All right, I've kept this to myself long enough. Just over a week ago, my family purchased 115 (yes, one hundred and fifteen)
cabbage patch kids, with my knowledge and approval.
The purchase was instigated by my wife; I objected at first but then gave in. I won't fess up the amount spent, but let's just say it was way more than I would ever have thought they were worth, but (apparently) way less than they actually are worth. My wife's eccentric get-rich-quick scheme this month is to sell them on ebay (
in case you're interested), after buying them for dirt-cheap at a thrift shop whose owner had no idea how valuable they are. I'm the weirded-out and yet slightly bemused onlooker, but getting more and more weirded out as this thing pans out. We received a phone call from a strange, effeminate man last night, who insisted he was an itinerant truck driver from Washington state, and, in a sort of hushed voice, offered to buy one doll for over ten times what my wife paid for it, for his alleged 'sweetie-pie.' (Did you know ebay gives out your phone number? I'll never sleep at night again.)

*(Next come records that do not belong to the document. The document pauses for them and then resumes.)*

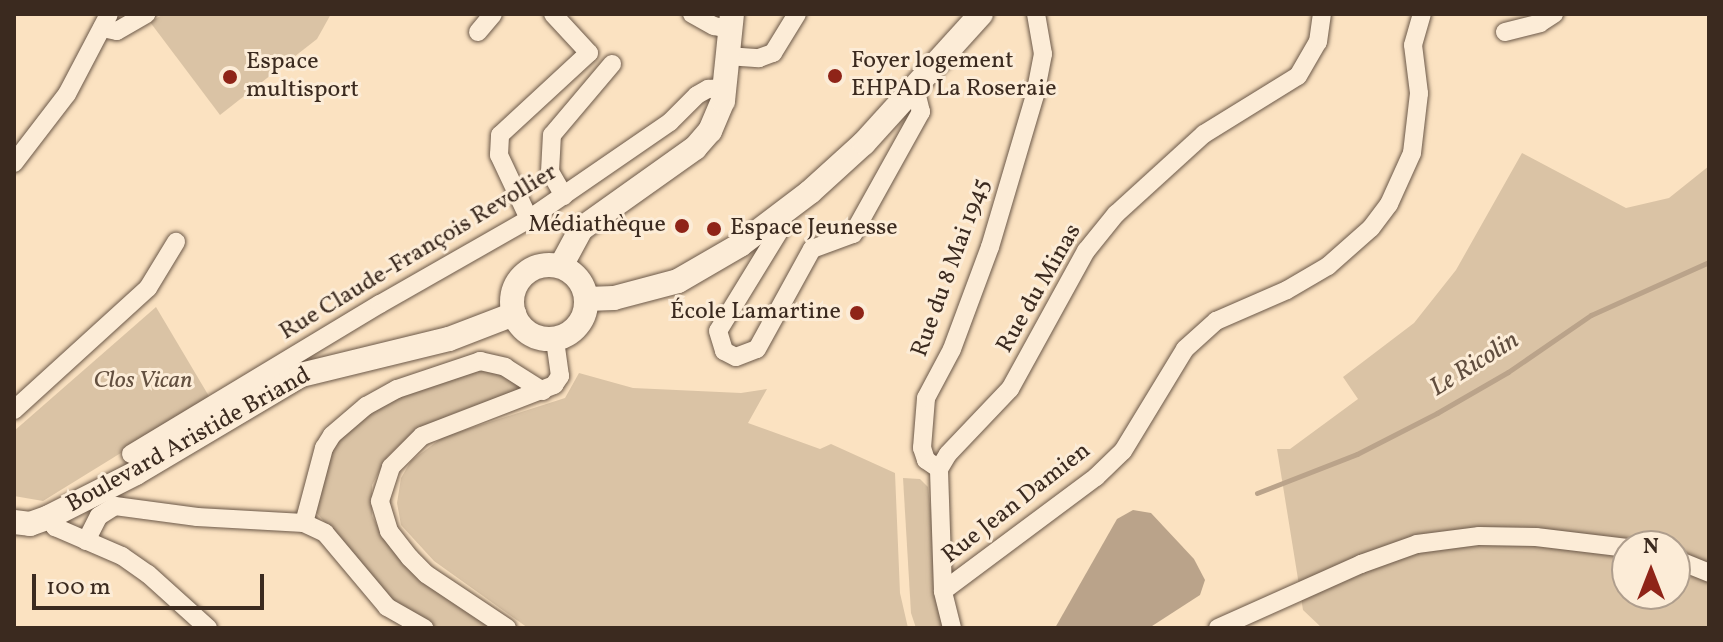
<!DOCTYPE html>
<meta charset="utf-8">
<style>
body{margin:0}
#map{position:relative;width:1723px;height:642px;overflow:hidden;background:#fbe2c1;font-family:Vollkorn,serif}
div>[style]{position:absolute}
.green>*{inset:0;background:#dac3a5}
.water>*{inset:0;background:#baa38a}
.stream>*{height:5px;margin:-2.5px;padding:0 2.5px;transform-origin:2.5px;border-radius:2.5px;background:#baa38a}
.roads{filter:drop-shadow(0 0 2px #6b5848) drop-shadow(0 0 2px #6b5848)}
.street>*{height:18px;margin:-9px;padding:0 9px;transform-origin:9px;border-radius:9px;background:#fcecd7}
.secondary>*{height:24px;margin:-12px;padding:0 12px;transform-origin:12px;border-radius:12px;background:#fcecd7}
.secondary>.ring{margin:-12px;padding:0;box-sizing:content-box;background:none;border:24px solid #fcecd7;border-radius:50%}
.dots>*{width:22px;height:22px;translate:-50% -50%;box-sizing:border-box;border:4px solid #fcecd7;border-radius:50%}
span{translate:-50% -50%;white-space:nowrap;text-align:center;line-height:1.15;-webkit-text-stroke:6px #fcecd7;paint-order:stroke}
.poi-label{font-size:24px;color:#3b2a1f}
.left{translate:0 -50%;text-align:left}
.right{translate:-100% -50%;text-align:right}
.street-label{font-size:24px;color:#3b2a1f}
.park-label{font-size:24px;color:#635040;font-style:italic}
.water-label{font-size:26px;color:#614e3f;font-style:italic}
.frame{position:absolute;inset:0;border:16px solid #3b2a1f;pointer-events:none}
.north{position:absolute;left:1611px;top:530px;width:80px;height:80px;box-sizing:border-box;background:#fcecd7;border:2px solid #af9e8d;border-radius:50%;rotate:0deg;font-size:22px;font-weight:700;line-height:32px;text-align:center;color:#3b2a1f}
.north::after{content:'';display:block;margin:auto;width:28px;height:36px;background:#8f2418;clip-path:polygon(50% 0,100% 100%,50% 72%,0 100%)}
.scale{position:absolute;left:32px;top:574px;width:232px;height:36px;box-sizing:border-box;border:4px solid #3b2a1f;border-top:0;padding-left:10px;font-size:24px;line-height:28px;white-space:nowrap;color:#3b2a1f;-webkit-text-stroke:6px #fcecd7;paint-order:stroke}
</style>
<div id="map">
<div class="green">
<div style="clip-path:polygon(164px 14px,331px 14px,317px 39px,220px 115px,150px 22px)"></div>
<div style="clip-path:polygon(evenodd,1522px 153px,1626px 208px,1669px 198px,1709px 166px,1709px 628px,1322px 628px,1303px 610px,1277px 449px,1290px 449px,1358px 399px,1343px 377px,1414px 323px,1456px 270px,1522px 153px,1627px 546px,1675px 546px,1675px 594px,1627px 594px,1627px 546px)"></div>
<div style="clip-path:polygon(156px 307px,210px 398px,43px 501px,14px 496px,14px 431px)"></div>
<div style="clip-path:polygon(481px 366px,521px 384px,521px 389px,452px 414px,412px 433px,387px 457px,372px 485px,372px 516px,382px 534px,493px 628px,438px 628px,396px 604px,315px 511px,328px 449px,378px 403px)"></div>
<div style="clip-path:polygon(579px 373px,633px 388px,741px 393px,767px 389px,748px 423px,820px 449px,831px 444px,895px 473px,900px 593px,908px 628px,528px 628px,434px 561px,401px 525px,397px 503px,401px 478px,411px 461px,443px 437px,565px 398px)"></div>
<div style="clip-path:polygon(903px 478px,920px 479px,928px 487px,944px 628px,916px 628px,911px 613px)"></div>
</div>
<div class="water">
<div style="clip-path:polygon(1133px 510px,1151px 513px,1194px 559px,1205px 580px,1200px 595px,1149px 628px,1055px 628px,1117px 519px)"></div>
</div>
<div class="stream">
<div style="left:1257px;top:493px;width:107px;rotate:-21.3deg"></div>
<div style="left:1357px;top:454px;width:90px;rotate:-27.1deg"></div>
<div style="left:1437px;top:413px;width:82px;rotate:-30deg"></div>
<div style="left:1508px;top:372px;width:101px;rotate:-34.5deg"></div>
<div style="left:1591px;top:315px;width:129px;rotate:-24.2deg"></div>
</div>
<div class="roads">
<div class="street">
<div style="left:692px;top:14px;width:25px;rotate:29deg"></div>
<div style="left:714px;top:26px;width:16px;rotate:11deg"></div>
<div style="left:102px;top:28px;width:15px;rotate:11deg"></div>
<div style="left:117px;top:31px;width:34px;rotate:-30deg"></div>
<div style="left:478px;top:32px;width:23px;rotate:-50deg"></div>
<div style="left:1505px;top:32px;width:36px;rotate:-14deg"></div>
<div style="left:1540px;top:23px;width:17px;rotate:-33deg"></div>
<div style="left:727px;top:56px;width:32px;rotate:4deg"></div>
<div style="left:759px;top:58px;width:15px;rotate:-20deg"></div>
<div style="left:773px;top:53px;width:46px;rotate:-58.4deg"></div>
<div style="left:14px;top:163px;width:87px;rotate:-52.5deg"></div>
<div style="left:67px;top:94px;width:90px;rotate:-62.3deg"></div>
<div style="left:564px;top:196px;width:28px;rotate:-120deg"></div>
<div style="left:550px;top:172px;width:37px;rotate:-87deg"></div>
<div style="left:552px;top:135px;width:93px;rotate:-49.8deg"></div>
<div style="left:777px;top:218px;width:9px;rotate:49deg"></div>
<div style="left:783px;top:225px;width:124px;rotate:121.5deg"></div>
<div style="left:718px;top:331px;width:21px;rotate:73deg"></div>
<div style="left:724px;top:351px;width:13px;rotate:27deg"></div>
<div style="left:736px;top:357px;width:22px;rotate:-21deg"></div>
<div style="left:757px;top:349px;width:114px;rotate:-61.2deg"></div>
<div style="left:812px;top:249px;width:44px;rotate:-20.1deg"></div>
<div style="left:853px;top:234px;width:140px;rotate:-60.9deg"></div>
<div style="left:921px;top:112px;width:25px;rotate:-104deg"></div>
<div style="left:529px;top:219px;width:71px;rotate:-115.1deg"></div>
<div style="left:499px;top:155px;width:20px;rotate:-87deg"></div>
<div style="left:500px;top:135px;width:121px;rotate:-42.7deg"></div>
<div style="left:589px;top:53px;width:53px;rotate:-132.7deg"></div>
<div style="left:14px;top:410px;width:181px;rotate:-42.3deg"></div>
<div style="left:148px;top:288px;width:54px;rotate:-58.7deg"></div>
<div style="left:131px;top:454px;width:291px;rotate:-31.1deg"></div>
<div style="left:380px;top:304px;width:172px;rotate:-29.7deg"></div>
<div style="left:529px;top:219px;width:171px;rotate:-34.5deg"></div>
<div style="left:670px;top:122px;width:38px;rotate:-45deg"></div>
<div style="left:697px;top:95px;width:13px;rotate:-29deg"></div>
<div style="left:708px;top:89px;width:17px;rotate:-3deg"></div>
<div style="left:939px;top:469px;width:16px;rotate:-145deg"></div>
<div style="left:926px;top:460px;width:13px;rotate:-108deg"></div>
<div style="left:922px;top:448px;width:50px;rotate:-85.4deg"></div>
<div style="left:926px;top:398px;width:55px;rotate:-62deg"></div>
<div style="left:952px;top:349px;width:109px;rotate:-69.6deg"></div>
<div style="left:990px;top:247px;width:159px;rotate:-73.5deg"></div>
<div style="left:1035px;top:95px;width:42px;rotate:-79deg"></div>
<div style="left:1043px;top:54px;width:41px;rotate:-99.9deg"></div>
<div style="left:49px;top:517px;width:12px;rotate:59deg"></div>
<div style="left:55px;top:527px;width:73px;rotate:23.4deg"></div>
<div style="left:122px;top:556px;width:32px;rotate:35deg"></div>
<div style="left:148px;top:574px;width:81px;rotate:42deg"></div>
<div style="left:304px;top:523px;width:23px;rotate:25deg"></div>
<div style="left:325px;top:533px;width:97px;rotate:50deg"></div>
<div style="left:387px;top:607px;width:43px;rotate:29.6deg"></div>
<div style="left:86px;top:541px;width:28px;rotate:-63deg"></div>
<div style="left:99px;top:516px;width:19px;rotate:-32deg"></div>
<div style="left:115px;top:506px;width:83px;rotate:7.6deg"></div>
<div style="left:197px;top:517px;width:107px;rotate:3.2deg"></div>
<div style="left:304px;top:523px;width:78px;rotate:-75.1deg"></div>
<div style="left:324px;top:448px;width:15px;rotate:-58deg"></div>
<div style="left:332px;top:435px;width:45px;rotate:-40.5deg"></div>
<div style="left:366px;top:406px;width:35px;rotate:-29deg"></div>
<div style="left:397px;top:389px;width:88px;rotate:-18.6deg"></div>
<div style="left:480px;top:361px;width:26px;rotate:13deg"></div>
<div style="left:505px;top:367px;width:45px;rotate:32.3deg"></div>
<div style="left:1675px;top:559px;width:37px;rotate:22deg"></div>
<div style="left:943px;top:591px;width:191px;rotate:-36.7deg"></div>
<div style="left:1096px;top:477px;width:37px;rotate:-44deg"></div>
<div style="left:1123px;top:451px;width:119px;rotate:-58.7deg"></div>
<div style="left:1185px;top:349px;width:42px;rotate:-42.1deg"></div>
<div style="left:1216px;top:321px;width:77px;rotate:-23.6deg"></div>
<div style="left:1287px;top:290px;width:48px;rotate:-30.3deg"></div>
<div style="left:1328px;top:266px;width:57px;rotate:-41.5deg"></div>
<div style="left:1371px;top:228px;width:30px;rotate:-53deg"></div>
<div style="left:1389px;top:204px;width:56px;rotate:-65.7deg"></div>
<div style="left:1412px;top:153px;width:60px;rotate:-83.3deg"></div>
<div style="left:1419px;top:93px;width:48px;rotate:-97.1deg"></div>
<div style="left:1413px;top:45px;width:32px;rotate:-74deg"></div>
<div style="left:507px;top:628px;width:97px;rotate:-146.3deg"></div>
<div style="left:426px;top:574px;width:23px;rotate:-135deg"></div>
<div style="left:410px;top:558px;width:34px;rotate:-128deg"></div>
<div style="left:389px;top:531px;width:31px;rotate:-107deg"></div>
<div style="left:380px;top:501px;width:36px;rotate:-72deg"></div>
<div style="left:391px;top:467px;width:44px;rotate:-45deg"></div>
<div style="left:422px;top:436px;width:142px;rotate:-21.1deg"></div>
<div style="left:554px;top:385px;width:11px;rotate:-56deg"></div>
<div style="left:560px;top:376px;width:37px;rotate:-98deg"></div>
<div style="left:952px;top:628px;width:38px;rotate:-104deg"></div>
<div style="left:943px;top:591px;width:122px;rotate:-91.9deg"></div>
<div style="left:939px;top:469px;width:17px;rotate:-59deg"></div>
<div style="left:948px;top:454px;width:90px;rotate:-46.4deg"></div>
<div style="left:1010px;top:389px;width:158px;rotate:-61.2deg"></div>
<div style="left:1086px;top:251px;width:48px;rotate:-51deg"></div>
<div style="left:1116px;top:214px;width:119px;rotate:-42.3deg"></div>
<div style="left:1204px;top:134px;width:110px;rotate:-31.7deg"></div>
<div style="left:1298px;top:76px;width:39px;rotate:-60deg"></div>
<div style="left:1318px;top:42px;width:28px;rotate:-82deg"></div>
<div style="left:1218px;top:628px;width:157px;rotate:-24.1deg"></div>
<div style="left:1361px;top:564px;width:59px;rotate:-19.7deg"></div>
<div style="left:1417px;top:544px;width:63px;rotate:-7.4deg"></div>
<div style="left:1479px;top:536px;width:57px;rotate:1deg"></div>
<div style="left:1536px;top:537px;width:92px;rotate:6.9deg"></div>
</div>
<div class="secondary">
<div class="ring" style="left:512px;top:265px;width:50px;height:50px"></div>
<div style="left:561px;top:266px;width:42px;rotate:-61.6deg"></div>
<div style="left:581px;top:229px;width:140px;rotate:-35.4deg"></div>
<div style="left:695px;top:148px;width:23px;rotate:-49deg"></div>
<div style="left:710px;top:131px;width:33px;rotate:-67deg"></div>
<div style="left:723px;top:101px;width:87px;rotate:-84.1deg"></div>
<div style="left:587px;top:299px;width:27px;rotate:-2deg"></div>
<div style="left:614px;top:298px;width:66px;rotate:-14.9deg"></div>
<div style="left:678px;top:281px;width:72px;rotate:-30.1deg"></div>
<div style="left:740px;top:245px;width:88px;rotate:-37.1deg"></div>
<div style="left:810px;top:192px;width:73px;rotate:-42.2deg"></div>
<div style="left:864px;top:143px;width:174px;rotate:-47.8deg"></div>
<div style="left:14px;top:522px;width:16px;rotate:7deg"></div>
<div style="left:30px;top:524px;width:20px;rotate:-20deg"></div>
<div style="left:49px;top:517px;width:97px;rotate:-26.8deg"></div>
<div style="left:136px;top:473px;width:192px;rotate:-30.7deg"></div>
<div style="left:301px;top:375px;width:152px;rotate:-13.7deg"></div>
<div style="left:449px;top:339px;width:70px;rotate:-21deg"></div>
</div>
</div>
<div class="dots">
<div style="left:835px;top:76px;background:#8f2418"></div>
<div style="left:230px;top:77px;background:#8f2418"></div>
<div style="left:682px;top:226px;background:#8f2418"></div>
<div style="left:714px;top:229px;background:#8f2418"></div>
<div style="left:857px;top:313px;background:#8f2418"></div>
</div>
<div class="poi-label">
<span class="left" style="left:851px;top:76px">Foyer logement<br>EHPAD La Roseraie</span>
<span class="left" style="left:246px;top:77px">Espace<br>multisport</span>
<span class="right" style="left:666px;top:226px">Médiathèque</span>
<span class="left" style="left:730px;top:229px">Espace Jeunesse</span>
<span class="right" style="left:841px;top:313px">École Lamartine</span>
</div>
<div class="street-label">
<span style="left:419px;top:253px;rotate:-31deg">Rue Claude-François Revollier</span>
<span style="left:952px;top:268px;rotate:-70deg">Rue du 8 Mai 1945</span>
<span style="left:1040px;top:289px;rotate:-60deg">Rue du Minas</span>
<span style="left:189px;top:441px;rotate:-29deg">Boulevard Aristide Briand</span>
<span style="left:1017px;top:504px;rotate:-38deg">Rue Jean Damien</span>
</div>
<div class="park-label">
<span style="left:143px;top:382px">Clos Vican</span>
</div>
<div class="water-label">
<span style="left:1475px;top:365px;rotate:-32deg">Le Ricolin</span>
</div>
<div class="frame"></div>
<div class="north">N</div>
<div class="scale">100 m</div>
</div>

So my life is consumed with cabbage patch kids. Our spare bedroom is overrun, and the kitchen table is no longer usable. The things scare me. They remind me of bloated corpses, with their puffed-out faces and eerie grins. Reputation is another concern. I've done pretty good so far at keeping this to myself. But five minutes ago someone I don't know very well asked me if I was the guy with the 'cabbage patch wife.' And he didn't remember who it was who told him. My guess is it's already gone through the office like wildfire.